How to get memory info? And more detailed?
Free. vmstat
How do you see your routing table?
netstat -r
What does netstat -s do? Name some useful things it shows you.
Summary of network activity by protocol (since last boot).
How many outing packets were dropped
How many incoming packets had bad addresses
TCP retransmit count
Failed connection attempt count.
How do you display network connections that are currently listening? Which type of connections will this show? How do you see which programs/pids are using them? How to show only connected?
netstat -l
shoes system I-nodes (sockets) and network.
- t only tcp
- u only udp
- p is to show pids
- a to only show connected
What does w
do?
Shows who is logged on and what they’re doing, cpu time for processes and current process. Can give a username to only see their info. Also shows you the 1,5,15 load averages for the system.
What do you use iotop for? How?
iotop requires root access, it gives you the the thread ids and for each shows you the priority, the disk read/write throughput, the percentage of time it is spending swapping in, and the percentage of time the process is blocking on io, and the command.
So if you had a lot of iowat time from top, iotop allows you to see exactly what is contributing to that.
Whats the different between netstat and ss?
ss queries the kernel socket directly, while netstat uses /proc/net/tcp.
netstat is deprecated.
What is iptraf?
Like wireshark, very complicated.
Tell me about collectd
Plugins to monitor system, like sar but way more.
Gathers constantly, writes at 10 min intervals (can be configured)

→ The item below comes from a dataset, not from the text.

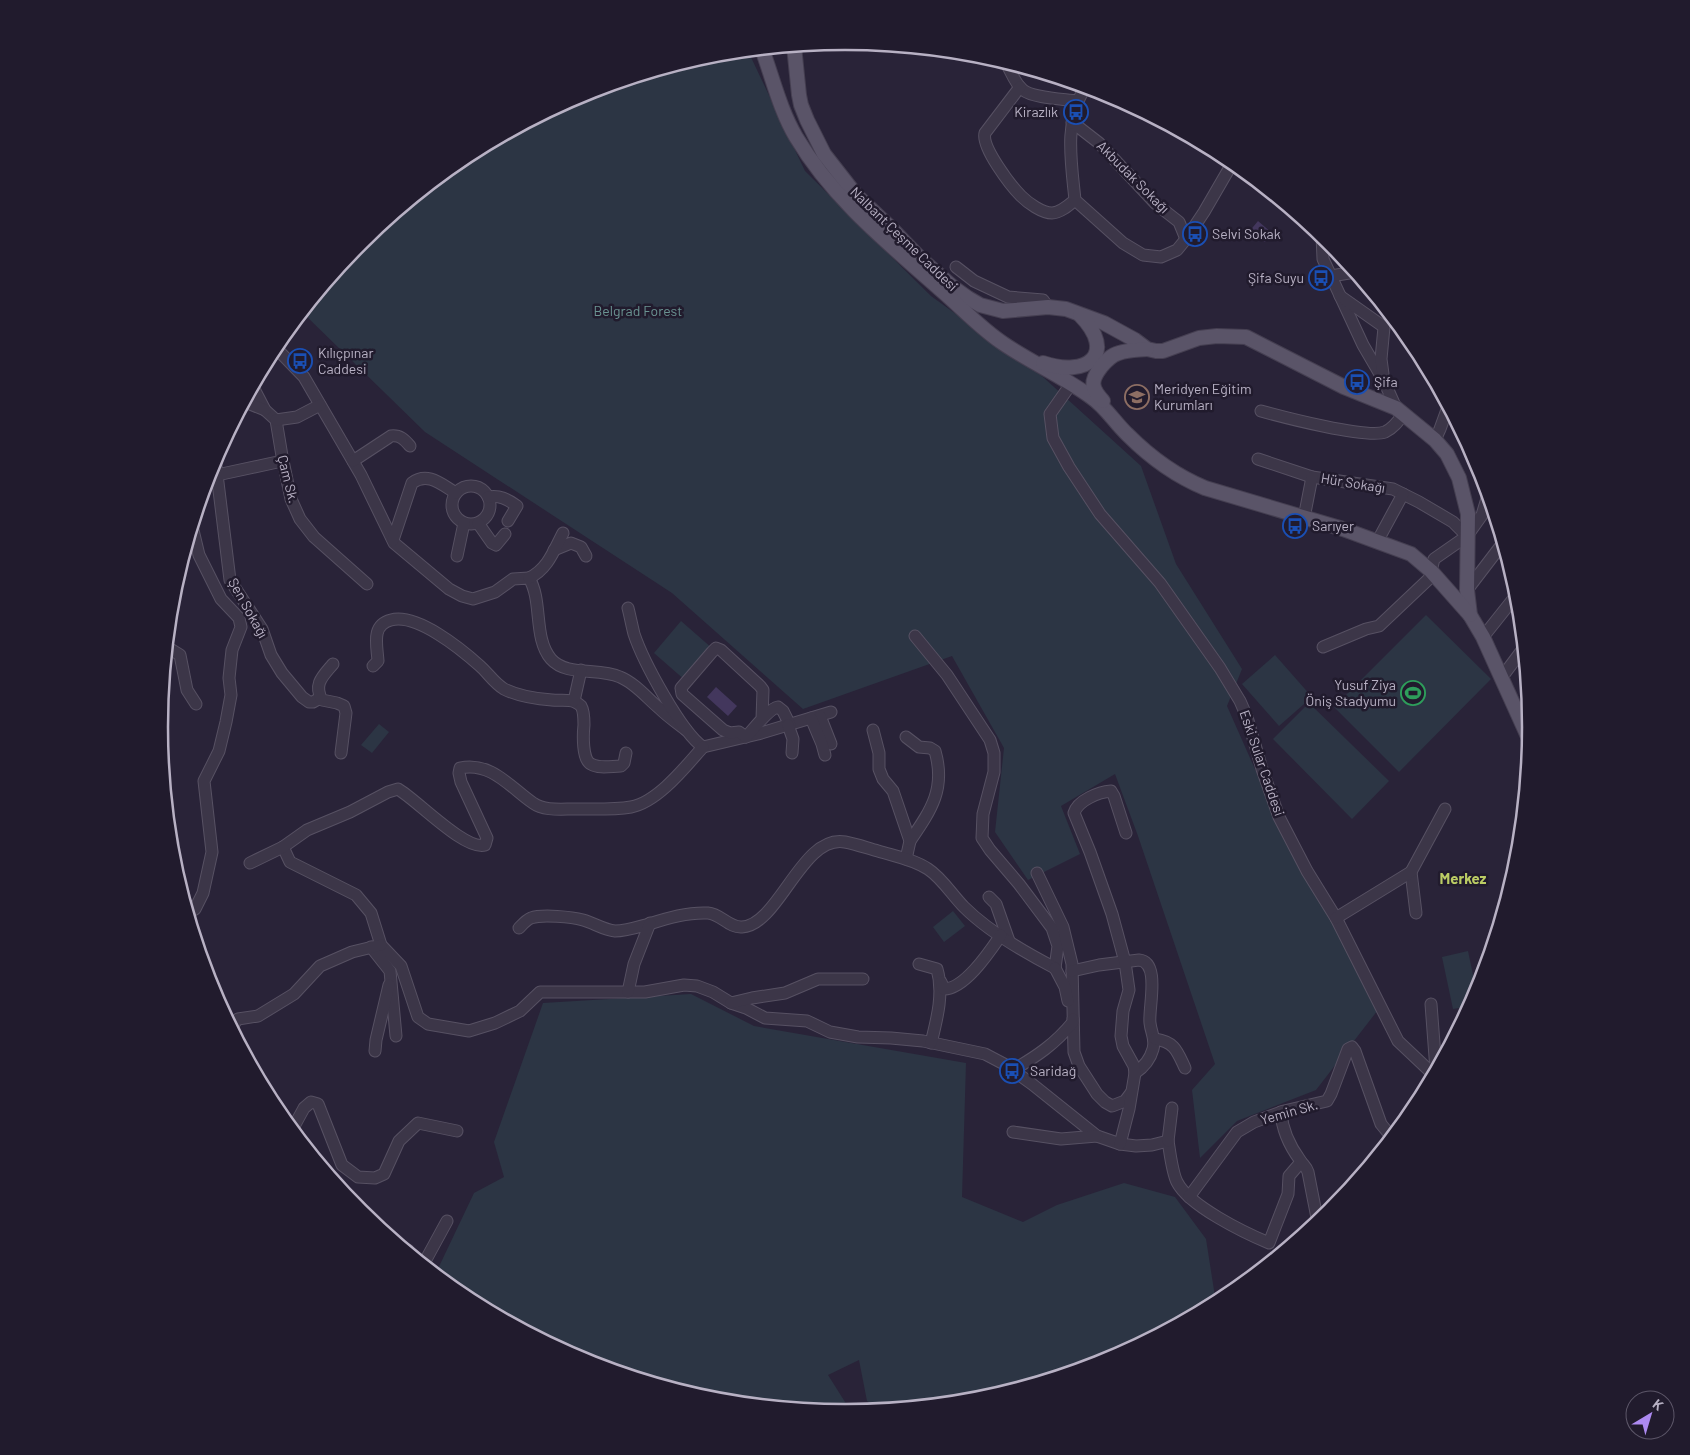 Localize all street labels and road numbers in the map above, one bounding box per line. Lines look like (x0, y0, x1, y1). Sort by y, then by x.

Only collects, doesn’t display
config, plugin loading and conf
/etc/collectd/collctd.conf
plain text file with fields and how they are derived or grabbed
/usr/share/collectd/types.db
uses rrd to collect stuff, files stored in, binary format, need rrd tool to read
/var/lib/collectd/rrr/hostname/blah
rrd - round robin database tool
stores time-series data in a circular buffer
Other viewers for collectd data
Nagios
Cacti
MRTG
Ichinga forked from Nagios
Explain what a LKM is? Where are they stored? What is their extension?
Loadable Kernel Module
Not taking up memory and loaded automatically, you manage. Like nvidia driver on linux. Loaded when needed, unloaded when not.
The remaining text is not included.